[Devel] [PATCH 19/23] slab: per-memcg accounting of slab caches

Sun Apr 22 16:53:36 PDT 2012

This patch charges allocation of a slab object to a particular
memcg.

The cache is selected with mem_cgroup_get_kmem_cache(),
which is the biggest overhead we pay here, because
it happens at all allocations. However, other than forcing
a function call, this function is not very expensive, and
try to return as soon as we realize we are not a memcg cache.
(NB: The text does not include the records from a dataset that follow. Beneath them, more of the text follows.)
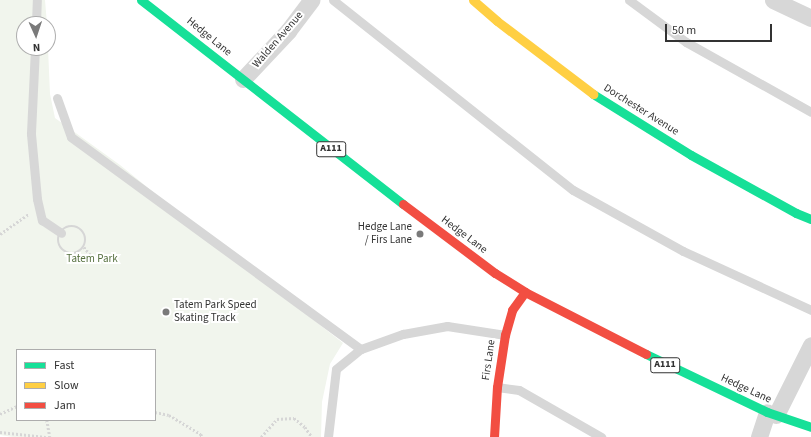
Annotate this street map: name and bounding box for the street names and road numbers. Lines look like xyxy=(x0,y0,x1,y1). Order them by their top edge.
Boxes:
street label: Walden Avenue xyxy=(250,9,306,71)
street label: Hedge Lane xyxy=(184,15,234,59)
street label: Dorchester Avenue xyxy=(601,82,681,138)
road number: A111 xyxy=(316,141,346,157)
street label: Hedge Lane xyxy=(438,213,490,257)
street label: Firs Lane xyxy=(480,339,498,381)
road number: A111 xyxy=(650,357,680,373)
street label: Hedge Lane xyxy=(719,372,773,406)

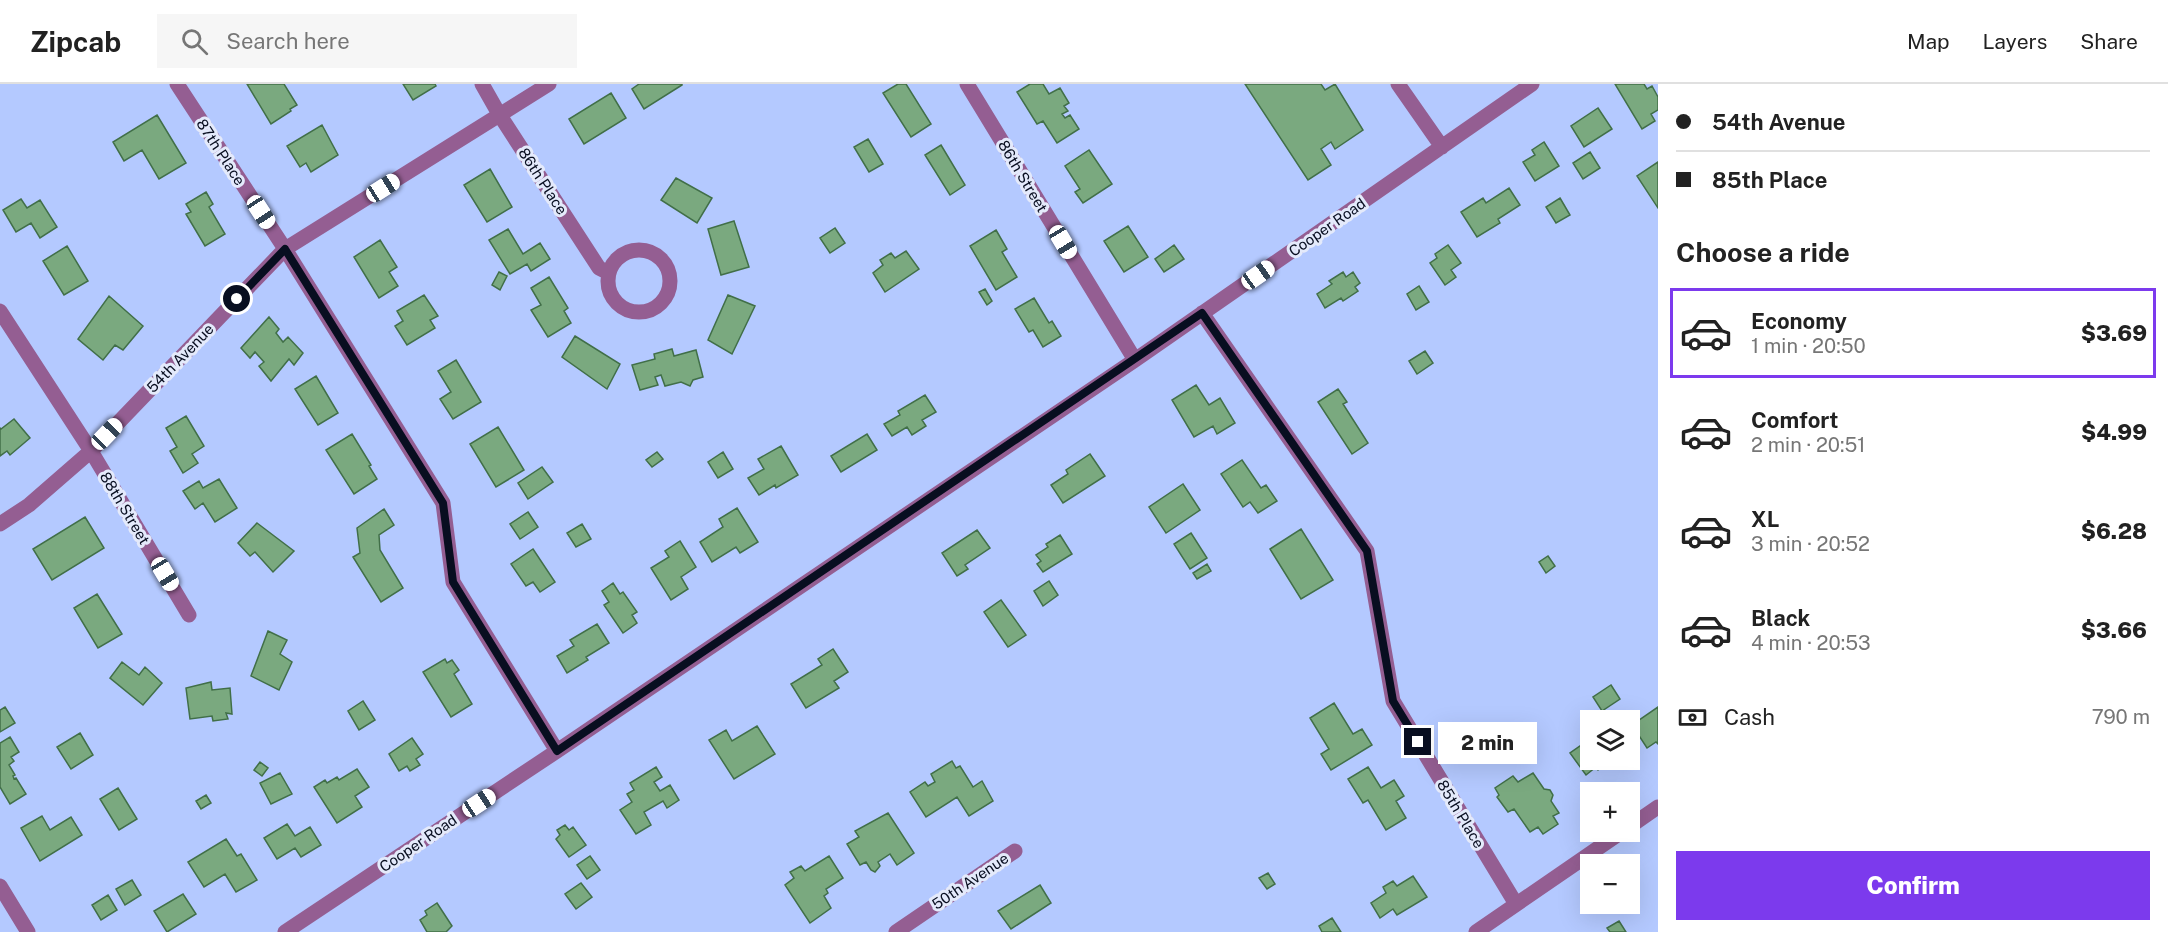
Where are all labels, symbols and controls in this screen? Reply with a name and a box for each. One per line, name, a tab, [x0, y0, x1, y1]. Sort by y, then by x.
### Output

The charge/uncharge functions are heavier, but are only called
for new page allocations.

Code is heavily inspired by Suleiman's, with adaptations to
the patchset and minor simplifications by me.

Signed-off-by: Glauber Costa <glommer at parallels.com>
CC: Christoph Lameter <cl at linux.com>
CC: Pekka Enberg <penberg at cs.helsinki.fi>
CC: Michal Hocko <mhocko at suse.cz>
CC: Kamezawa Hiroyuki <kamezawa.hiroyu at jp.fujitsu.com>
CC: Johannes Weiner <hannes at cmpxchg.org>
CC: Suleiman Souhlal <suleiman at google.com>
---
 include/linux/slab_def.h |   66 ++++++++++++++++++++++++++++-
 mm/slab.c                |  105 ++++++++++++++++++++++++++++++++++++++++++----
 2 files changed, 162 insertions(+), 9 deletions(-)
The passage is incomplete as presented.